TITLE: Microvascular Free Tissue Transfer
SOURCE: Grand Rounds Presentation, UTMB, Dept. of Otolaryngology
DATE: October 20, 2004
RESIDENT PHYSICIAN: Glen T. Porter, MD, with contributions from Christopher Thompson, MD
FACULTY PHYSICIAN: Shawn D. Newlands, MD
SERIES EDITORS: Francis B. Quinn, Jr., MD and Matthew W. Ryan, MD
"This material was prepared by resident physicians in partial fulfillment of educational requirements established for the Postgraduate Training Program of the UTMB Department of Otolaryngology/Head and Neck Surgery and was not intended for clinical use in its present form. It was prepared for the purpose of stimulating group discussion in a conference setting. No warranties, either express or implied, are made with respect to its accuracy, completeness, or timeliness. The material does not necessarily reflect the current or past opinions of members of the UTMB faculty and should not be used for purposes of diagnosis or treatment without consulting appropriate literature sources and informed professional opinion."
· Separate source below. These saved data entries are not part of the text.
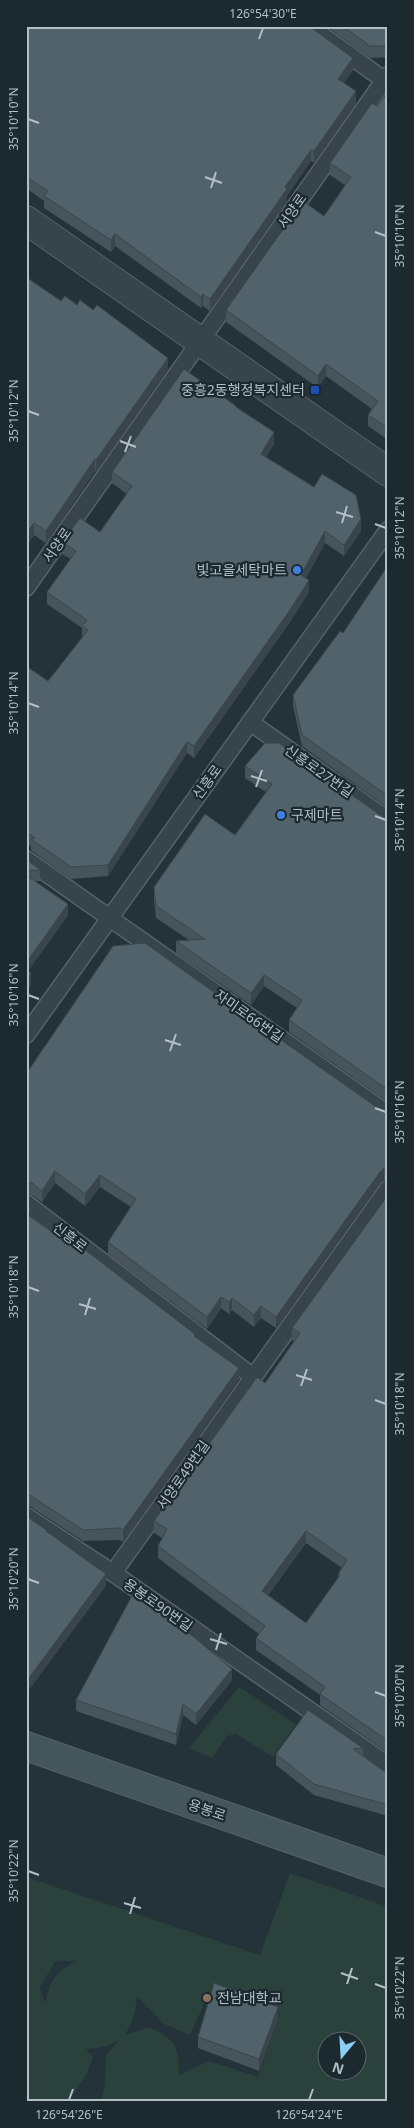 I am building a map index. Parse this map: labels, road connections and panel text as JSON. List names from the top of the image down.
{
  "streets": {
    "main road": ["용봉로"],
    "lane": [
      "서양로",
      "신흥로27번길",
      "신흥로",
      "자미로66번길",
      "서양로49번길",
      "용봉로90번길"
    ]
  },
  "crossings": [
    ["신흥로27번길", "신흥로"],
    ["신흥로", "자미로66번길"],
    ["신흥로", "서양로49번길"],
    ["서양로49번길", "용봉로90번길"]
  ],
  "places": {
    "transit": ["중흥2동행정복지센터"],
    "other": ["빛고을세탁마트", "구제마트", "전남대학교"]
  },
  "north": "bottom",
  "coordinates": [
    "126°54'30\"E",
    "35°10'10\"N",
    "35°10'12\"N",
    "35°10'14\"N",
    "35°10'16\"N",
    "35°10'18\"N",
    "35°10'20\"N",
    "35°10'22\"N",
    "126°54'26\"E",
    "126°54'24\"E"
  ]
}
The origins of microvascular surgery can be traced
back to Alexis Carrel in the early 1900s. His work illustrated reproducible
methods of suturing vessels together with excellent patency rates. Modern
microvascular techniques are credited to Jacobsen and Suarez who borrowed the
use of the operating microscope from their otologic colleagues, in the 1950s.
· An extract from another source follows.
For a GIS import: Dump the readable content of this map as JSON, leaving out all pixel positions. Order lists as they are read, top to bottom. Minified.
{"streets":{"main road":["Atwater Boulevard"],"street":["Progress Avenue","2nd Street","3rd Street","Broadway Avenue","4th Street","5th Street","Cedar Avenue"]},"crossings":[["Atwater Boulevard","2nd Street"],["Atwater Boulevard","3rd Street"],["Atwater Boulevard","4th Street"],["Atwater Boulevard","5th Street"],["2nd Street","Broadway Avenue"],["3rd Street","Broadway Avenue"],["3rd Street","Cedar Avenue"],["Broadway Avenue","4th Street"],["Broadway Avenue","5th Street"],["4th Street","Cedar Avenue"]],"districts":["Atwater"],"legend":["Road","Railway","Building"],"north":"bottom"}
Human tissue transfer was accomplished as early as 1957 when Som and Seidenberg
reconstructed an esophagus with a free jejunal segment. However, this was also
the time that regional flaps were coming into use and further microvascular
advances were delayed until the 1970s. Multiple reports of free fasciocutaneous
flaps entered the literature in 1972, and in 1979
Because of the great technical demand involved in this technique, preoperative planning is a major undertaking that significantly impacts on the success of the procedure. Patient selection, anesthetic planning, donor site selection, and timing of the procedures are all additional concerns in the work-up of a patient who is already preparing to undergo a major head and neck procedure. The viability of the transferred tissue is generally attributed to the technical aspects of microvascular anastomosis; however, errors in patient selection, donor selection, flap-transfer timing, and the geometry of flap inset can all result in flap failure.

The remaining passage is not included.